Y me refiero a cachondeo por lo ocurrido, por ejemplo, con las listas de Camps en Valencia. El sonoro escándalo montado alrededor de tales listas por su inclusión de imputados contrasta con la extremada tranquilidad ante la permanencia en sus cargos de personas de la relevancia de un vicepresidente del Gobierno, Manuel Chaves, o del presidente del Congreso, José Bono. El primero ha recibido incluso una ovación de los diputados socialistas puestos en pie mientras una ministra, Carme Chacón, ha afirmado en un mitin en Andalucía que «la corrupción está en el ADN del PP». El segundo ha llegado a admitir que un constructor pagó la decoración de la habitación de una de sus casas «por amistad», a un precio, cabe suponer, bastante más caro que los trajes de Camps, a no ser que el amigo de Bono haya comprado los muebles en Ikea y los haya transportado y montado él mismo.

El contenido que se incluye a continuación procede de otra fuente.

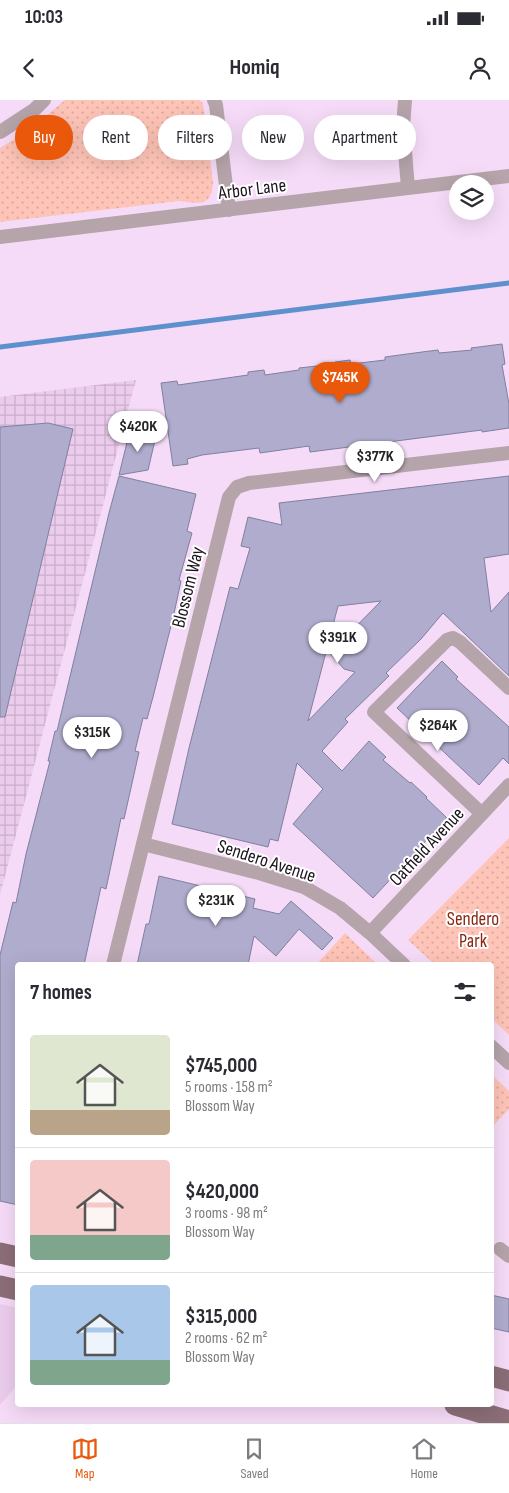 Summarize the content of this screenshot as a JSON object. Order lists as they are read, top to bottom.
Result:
{
  "streets": {
    "street": [
      "Arbor Lane",
      "Blossom Way",
      "Oatfield Avenue",
      "Sendero Avenue"
    ]
  },
  "crossings": [
    ["Blossom Way", "Sendero Avenue"],
    ["Oatfield Avenue", "Sendero Avenue"]
  ],
  "parks": ["Sendero Park"],
  "page": {
    "status": "10:03",
    "header": "Homiq",
    "chip": [
      "Buy",
      "Rent",
      "Filters",
      "New",
      "Apartment"
    ],
    "price": [
      "$745K",
      "$420K",
      "$377K",
      "$391K",
      "$264K",
      "$315K",
      "$231K"
    ],
    "heading": "7 homes",
    "list": [
      {
        "name": "$745,000",
        "note": "5 rooms · 158 m² · Blossom Way"
      },
      {
        "name": "$420,000",
        "note": "3 rooms · 98 m² · Blossom Way"
      },
      {
        "name": "$315,000",
        "note": "2 rooms · 62 m² · Blossom Way"
      }
    ],
    "tabs": ["Map", "Saved", "Home"]
  }
} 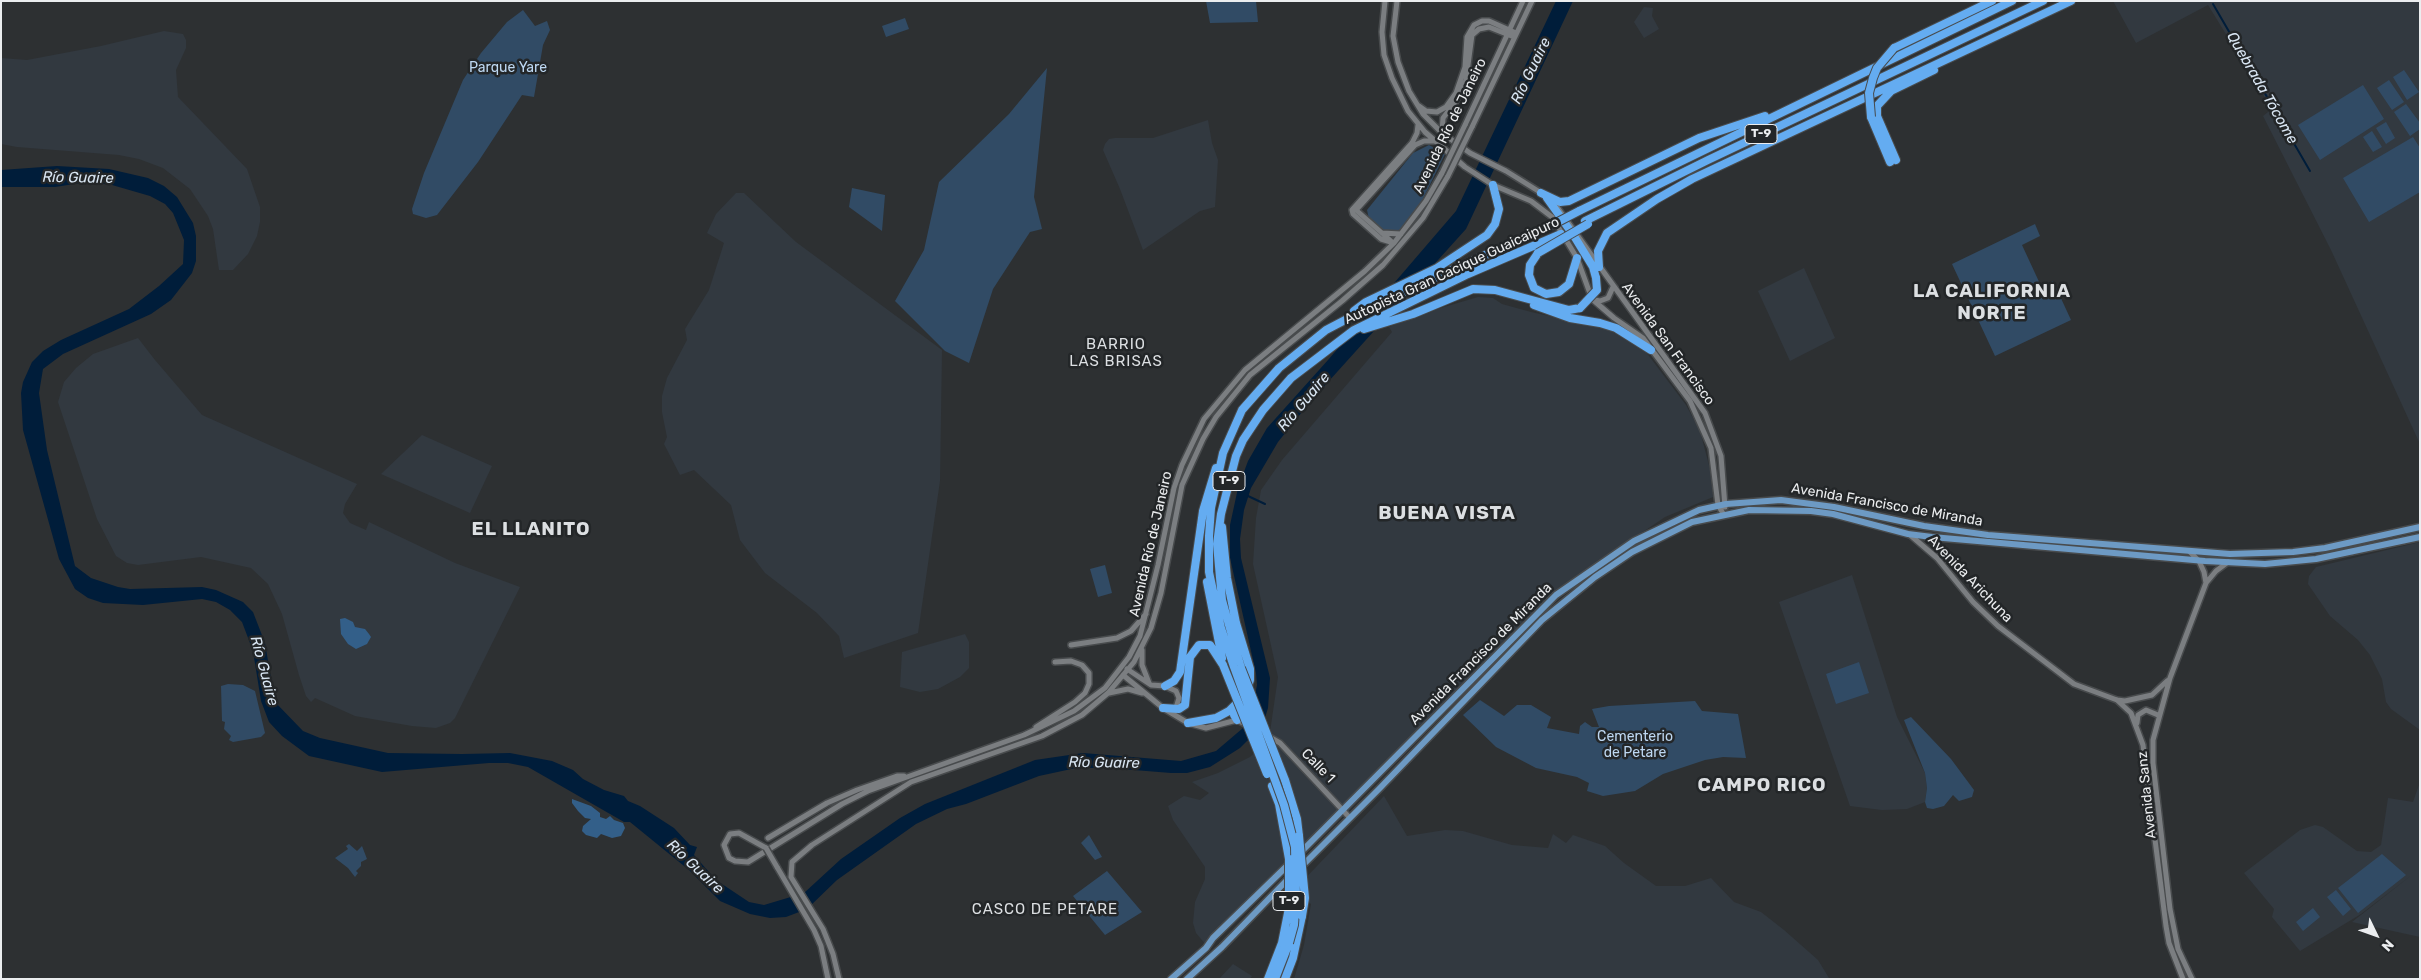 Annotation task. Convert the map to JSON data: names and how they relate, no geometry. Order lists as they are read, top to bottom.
{
  "streets": {
    "highway": ["T-9", "Autopista Gran Cacique Guaicaipuro"],
    "main road": ["Avenida Francisco de Miranda"],
    "street": [
      "Avenida Río de Janeiro",
      "Avenida San Francisco",
      "Avenida Arichuna",
      "Calle 1",
      "Avenida Sanz"
    ]
  },
  "crossings": [
    ["Avenida San Francisco", "Avenida Francisco de Miranda"],
    ["Avenida Francisco de Miranda", "Avenida Arichuna"],
    ["Avenida Francisco de Miranda", "Calle 1"],
    ["Avenida Arichuna", "Avenida Sanz"]
  ],
  "districts": [
    "LA CALIFORNIA NORTE",
    "BARRIO LAS BRISAS",
    "BUENA VISTA",
    "EL LLANITO",
    "CAMPO RICO",
    "CASCO DE PETARE"
  ],
  "water": ["Río Guaire", "Quebrada Tócome"],
  "parks": ["Parque Yare", "Cementerio de Petare"],
  "north": "bottom right"
}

Pero no están imputados, he ahí la diferencia. Y he ahí donde entra la Fiscalía Anticorrupción que tiene un criterio especialmente caprichoso a la hora de decidir lo que es o lo que no es sospechoso. Pues su extremado celo en Valencia o en Baleares contrasta con su absoluta falta de interés por los regalos y enriquecimiento de Bono o por las suculentas actividades de los hijos de Chaves. Un contraste en el que la Fiscalía ha perdido toda credibilidad para perseguir la corrupción, lo que sumado a las contradicciones políticas y mediáticas en el tratamiento de los diferentes casos nos sitúa en un panorama con graves evidencias de corrupción pero sin un Estado y una sociedad civil con capacidad y legitimidad suficientes para perseguir dicha corrupción.
Lo anterior explica que la corrupción tenga un escaso coste electoral en España. Los ciudadanos creen tan poco a los perseguidores de la corrupción como a los propios imputados o sospechosos. No se sabe en qué punto de la denuncia de corrupción empieza la manipulación política y mediática. Y lo que comienza siendo censurado como corrupción acaba percibido como una operación política del partido de la oposición. La corrupción se convierte así en un arma de batalla política que iguala a los partidos y neutraliza el castigo electoral. Y eso no cambiará hasta que existan instituciones realmente independientes en su persecución.